The primary contribution of Al Gore's documentary, and the fanfare and awards that followed it, was the widespread social action it sparked nationwide. From the City of Austin's Plug-In Hybrid initiative to Wal-Mart's loud publicity of its sustainability initiatives, the documentary began public discussion of an issue that had, until that point, been dormant in corporate boardrooms and households alike. It's amazing that a movie is needed to grab the attention of the public on such an important issue and thus the attention of corporations but I'm glad something has. Now it's all the go to be "green" and cut back on carbon emissions/energy use to reduce global warming.

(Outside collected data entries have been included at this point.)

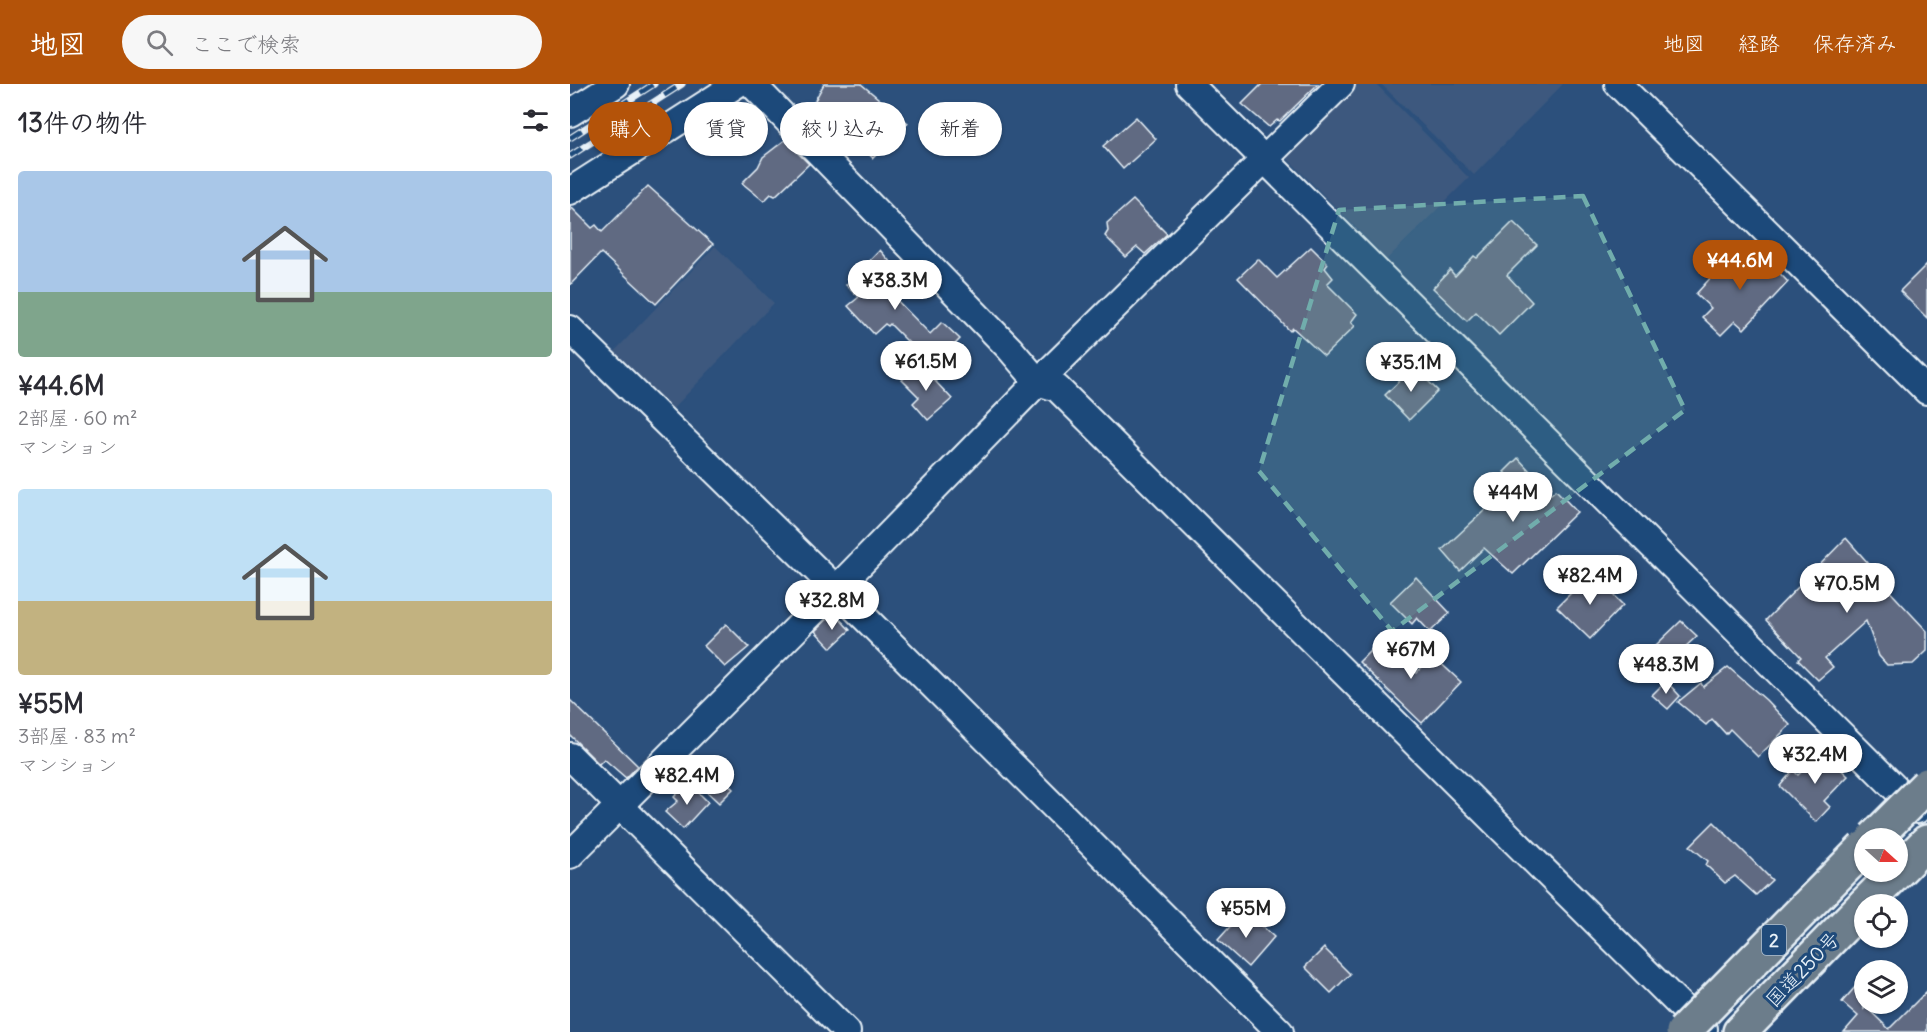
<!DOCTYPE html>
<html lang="ja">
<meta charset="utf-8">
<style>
body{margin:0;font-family:Delius,"Klee One",sans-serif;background:#f7f7f7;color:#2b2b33;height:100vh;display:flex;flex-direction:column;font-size:22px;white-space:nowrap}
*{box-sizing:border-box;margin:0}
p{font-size:20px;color:#7c7c81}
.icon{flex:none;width:33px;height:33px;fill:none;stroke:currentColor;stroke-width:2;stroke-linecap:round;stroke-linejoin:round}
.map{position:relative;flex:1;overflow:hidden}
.panel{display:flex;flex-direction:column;background:#fff;width:570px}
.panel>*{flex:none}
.guide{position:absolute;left:18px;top:18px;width:570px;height:54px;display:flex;gap:12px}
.needle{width:39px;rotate:111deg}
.tools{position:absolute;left:1284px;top:744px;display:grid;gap:12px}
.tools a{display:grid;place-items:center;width:54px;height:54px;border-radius:50%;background:#fff;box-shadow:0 2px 4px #0004;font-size:30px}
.price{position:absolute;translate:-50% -51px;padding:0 14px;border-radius:21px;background:#fff;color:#222;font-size:20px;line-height:39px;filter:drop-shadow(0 2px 3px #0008)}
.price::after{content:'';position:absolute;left:50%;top:36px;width:18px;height:14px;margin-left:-9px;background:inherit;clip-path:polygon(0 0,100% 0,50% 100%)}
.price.selected{background:#b45309;color:#fff}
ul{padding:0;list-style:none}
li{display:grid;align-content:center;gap:12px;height:318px;padding:0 18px}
li span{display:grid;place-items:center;height:186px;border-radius:6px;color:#555}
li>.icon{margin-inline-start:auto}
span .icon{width:108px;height:108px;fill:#fffc;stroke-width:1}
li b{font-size:26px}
h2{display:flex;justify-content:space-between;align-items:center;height:72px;padding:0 18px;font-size:26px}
.pill{padding:0 21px;border-radius:27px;background:#fff;box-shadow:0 2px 4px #0004;font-size:21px;line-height:54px}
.pill.selected{background:#b45309;color:#fff}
header{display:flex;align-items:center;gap:36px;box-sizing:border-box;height:84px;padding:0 30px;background:#b45309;color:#fff}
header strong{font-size:28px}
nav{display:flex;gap:33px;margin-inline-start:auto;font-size:21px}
.search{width:420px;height:54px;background:#f7f7f7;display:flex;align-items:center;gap:15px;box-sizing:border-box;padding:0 21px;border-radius:33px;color:#7c7c81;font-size:22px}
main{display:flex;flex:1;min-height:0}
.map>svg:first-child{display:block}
.built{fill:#3c587e}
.building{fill:#606a82;stroke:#e8f1f8;stroke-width:1.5}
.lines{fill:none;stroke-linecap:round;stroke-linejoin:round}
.minor-casing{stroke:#e8f1f8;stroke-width:30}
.highway-casing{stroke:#e8f1f8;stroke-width:38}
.minor{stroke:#1f4a7a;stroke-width:26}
.highway{stroke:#6c7d8b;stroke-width:33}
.rail-casing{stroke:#e8f1f8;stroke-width:7}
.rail{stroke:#1f4a7a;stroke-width:4.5;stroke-dasharray:14;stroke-linecap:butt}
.highway-bridge-casing{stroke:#e8f1f8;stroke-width:38;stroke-linecap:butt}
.highway-bridge{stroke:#6c7d8b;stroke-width:33}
.marked{fill:#71adac;fill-opacity:0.2;stroke:#71adac;stroke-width:4.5;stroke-dasharray:12 8;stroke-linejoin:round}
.labels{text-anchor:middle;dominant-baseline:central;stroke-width:6;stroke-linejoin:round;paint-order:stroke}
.shield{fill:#1f4a7a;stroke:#acbfd2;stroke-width:1.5}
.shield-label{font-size:18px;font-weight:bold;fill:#e8f1f8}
.street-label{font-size:20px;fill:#e8f1f8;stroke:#1f4a7a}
</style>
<header>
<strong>地図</strong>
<div class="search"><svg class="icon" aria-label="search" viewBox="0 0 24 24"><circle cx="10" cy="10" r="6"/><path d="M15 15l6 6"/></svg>ここで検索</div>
<nav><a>地図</a><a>経路</a><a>保存済み</a></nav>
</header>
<main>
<section class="panel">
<h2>13件の物件<svg class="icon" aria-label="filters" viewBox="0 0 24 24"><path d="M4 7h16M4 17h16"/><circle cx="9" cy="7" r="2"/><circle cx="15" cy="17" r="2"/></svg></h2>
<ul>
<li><span style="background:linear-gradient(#a9c7e8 65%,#7fa58c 0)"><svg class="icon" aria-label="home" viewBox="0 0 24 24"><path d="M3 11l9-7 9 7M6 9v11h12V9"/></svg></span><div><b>¥44.6M</b><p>2部屋 · 60 m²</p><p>マンション</p></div></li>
<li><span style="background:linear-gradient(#bfe0f5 60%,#c2b280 0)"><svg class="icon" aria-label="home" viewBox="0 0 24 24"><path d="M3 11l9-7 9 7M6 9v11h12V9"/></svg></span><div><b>¥55M</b><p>3部屋 · 83 m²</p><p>マンション</p></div></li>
</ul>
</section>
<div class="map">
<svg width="1357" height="948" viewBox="0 0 1357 948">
<rect width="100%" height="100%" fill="#2c507c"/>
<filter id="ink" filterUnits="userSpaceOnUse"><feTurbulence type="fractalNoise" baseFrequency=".0167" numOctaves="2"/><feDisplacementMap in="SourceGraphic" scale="12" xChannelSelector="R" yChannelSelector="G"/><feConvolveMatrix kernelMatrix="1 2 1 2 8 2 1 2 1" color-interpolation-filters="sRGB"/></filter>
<g filter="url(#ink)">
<!-- built -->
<g class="built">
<path d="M785 0H806L899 94 817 175 714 71Z"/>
<path d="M811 0H993L904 91Z"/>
<path d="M145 162 204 219 98 330 39 273Z"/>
</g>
<!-- building -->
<g class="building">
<path d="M254 0H291L338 39 303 74 279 52 267 64 236 34 245 23 243 20Z"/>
<path d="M692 0H748L710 37 707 36 699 43 672 20Z"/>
<path d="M566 33 586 55 553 85 533 62Z"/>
<path d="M215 56 239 80 205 112 201 110 194 117 172 99 188 83 193 73Z"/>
<path d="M78 102 143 160 86 220 31 169 0 201V122L22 144 26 141 32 148Z"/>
<path d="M563 116 597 150 575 170 567 163 556 173 535 152 538 147 537 139Z"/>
<path d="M943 138 967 161 937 191 962 218 929 251 906 228 897 237 863 204 880 186 885 192 904 172 907 174Z"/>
<path d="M741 163 758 180 755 184 763 194 757 200 787 230 781 238 785 242 754 272 723 244 720 247 668 194 688 175 707 194Z"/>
<path d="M1164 165 1181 182 1192 171 1218 198 1174 245 1165 237 1151 251 1132 233 1141 224 1126 210 1153 180 1151 177Z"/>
<path d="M310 166 331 191 316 205 360 250 372 238 390 255 363 283 320 240 318 242 315 240 304 250 278 222 289 213 276 201Z"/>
<path d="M1357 180V234L1330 207Z"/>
<path d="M349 280 382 315 358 336 343 319 349 313 332 296Z"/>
<path d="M844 283 868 307 839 336 815 311Z"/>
<path d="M948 374 981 410 986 406 1007 428 943 490 914 464 890 487 872 466 945 398 934 388Z"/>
<path d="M1276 454 1299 480 1297 483 1357 547V567L1343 580 1317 581 1309 572 1296 537 1255 574 1263 583 1248 596 1228 576 1231 573 1196 536Z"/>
<path d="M1021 489 1053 521 1020 555 987 523Z"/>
<path d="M846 493 880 529 860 548 847 534 842 540 820 518Z"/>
<path d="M264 529 280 546 261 564 245 547Z"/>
<path d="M1111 537 1127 552 1100 577 1085 562Z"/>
<path d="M156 540 179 563 155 583 134 562Z"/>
<path d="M812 555 846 589 863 572 891 598 852 639 789 578Z"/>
<path d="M1158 583 1196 616 1220 641 1188 673 1160 645 1156 650 1142 635 1136 641 1108 618 1131 599 1133 603Z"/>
<path d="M1096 597 1110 612 1098 625 1082 611Z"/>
<path d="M0 616 68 682 56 694 34 675 29 680 0 651Z"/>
<path d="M1252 668 1278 692 1254 717 1260 723 1246 738 1210 702 1223 686 1228 691Z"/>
<path d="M146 688 163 705 149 719 131 702Z"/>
<path d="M118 698 138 718 113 745 95 728 108 717 104 713Z"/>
<path d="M1144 738 1202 796 1186 811 1165 792 1155 799 1136 781 1138 777 1120 762Z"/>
<path d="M675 826 704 853 678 883 648 856Z"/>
<path d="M754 864 780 890 761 909 735 883Z"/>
<path d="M1294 893V925L1296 923 1319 945 1357 907V948H1274L1288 932 1272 918Z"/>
</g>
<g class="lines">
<defs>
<g id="minor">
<path d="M182 0 440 265 468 298 487 304 1134 945"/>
<path d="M619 0 1347 726"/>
<path d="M1048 0 1357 307"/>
<path d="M0 29 46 0"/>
<path d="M0 107 167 0"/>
<path d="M0 245 266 505 710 948"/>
<path d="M0 672 277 948"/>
<path d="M0 771 266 505 468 298 771 0"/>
</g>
<g id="highway">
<path d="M1295 820 1357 758"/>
<path d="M1170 948 1294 821"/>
</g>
</defs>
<!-- minor casing -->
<use href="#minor" class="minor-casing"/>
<!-- highway casing -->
<use href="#highway" class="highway-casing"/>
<!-- minor -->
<use href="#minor" class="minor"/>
<!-- highway -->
<use href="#highway" class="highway"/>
<defs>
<g id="rail">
<path d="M0 54 84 0"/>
<path d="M0 72 112 0"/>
</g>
</defs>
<!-- rail casing -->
<use href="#rail" class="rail-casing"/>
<!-- rail -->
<use href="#rail" class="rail"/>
<defs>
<g id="highway-bridge">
<path d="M1304 754 1357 701"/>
<path d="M1113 948 1294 764"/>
</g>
</defs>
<!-- highway-bridge casing -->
<use href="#highway-bridge" class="highway-bridge-casing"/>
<!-- highway-bridge -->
<use href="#highway-bridge" class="highway-bridge"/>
</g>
</g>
<!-- marked area -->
<path class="marked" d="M1013 112 1115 326 822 547 689 387 769 126Z"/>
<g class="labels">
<!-- shield labels -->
<rect class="shield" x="1192" y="841" width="24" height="30" rx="4.5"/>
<g class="shield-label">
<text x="1204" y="856">2</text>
</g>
<!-- street labels -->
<g class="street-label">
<text transform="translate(1232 885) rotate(-46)">国道250号</text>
</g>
</g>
</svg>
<div class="tools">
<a><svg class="needle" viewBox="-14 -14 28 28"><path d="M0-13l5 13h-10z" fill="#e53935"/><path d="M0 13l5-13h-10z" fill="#7c7c81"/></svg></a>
<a><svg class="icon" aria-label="locate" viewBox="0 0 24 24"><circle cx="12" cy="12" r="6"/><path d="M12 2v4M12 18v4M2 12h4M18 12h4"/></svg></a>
<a><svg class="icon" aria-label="layers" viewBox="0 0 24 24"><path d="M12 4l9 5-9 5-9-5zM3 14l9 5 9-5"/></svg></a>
</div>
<b class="price selected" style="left:1170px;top:207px">¥44.6M</b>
<b class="price" style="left:325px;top:227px">¥38.3M</b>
<b class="price" style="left:356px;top:308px">¥61.5M</b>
<b class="price" style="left:841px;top:309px">¥35.1M</b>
<b class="price" style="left:943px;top:439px">¥44M</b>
<b class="price" style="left:1020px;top:522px">¥82.4M</b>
<b class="price" style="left:1277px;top:530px">¥70.5M</b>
<b class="price" style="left:262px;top:547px">¥32.8M</b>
<b class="price" style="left:841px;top:596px">¥67M</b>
<b class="price" style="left:1096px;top:611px">¥48.3M</b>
<b class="price" style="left:1245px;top:701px">¥32.4M</b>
<b class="price" style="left:117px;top:722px">¥82.4M</b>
<b class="price" style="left:676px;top:855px">¥55M</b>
<div class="guide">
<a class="pill selected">購入</a>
<a class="pill">賃貸</a>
<a class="pill">絞り込み</a>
<a class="pill">新着</a>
</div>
</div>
</main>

The documentary follows Gore to a conference in China, and the exchange that follows reminds us that decisions made here in the US have environmental impacts globally. The longterm impacts of American business to shift manufacturing operations to South Asia, and specifically China, have put a huge drain on that region's resources. Water is being re-routed from agriculture to city centers in order to produce more petroleum and plastic, thus straining China's water resources as well as increasing the price of grain, contributing more carbon emissions, and polluting the already strained water resource. A poster child for environmental intent clashing with commercial realities is the Three Gorges Dam Project, a skirmish in the broader water crisis in China.
Al Gore's Nobel Prize highlights global agreement on the potential impact of irresponsible environmental policy. We need to get beyond politics and semantics and focus on the fundamental issue of human sustainability that An Inconvenient Truth so eloquently framed.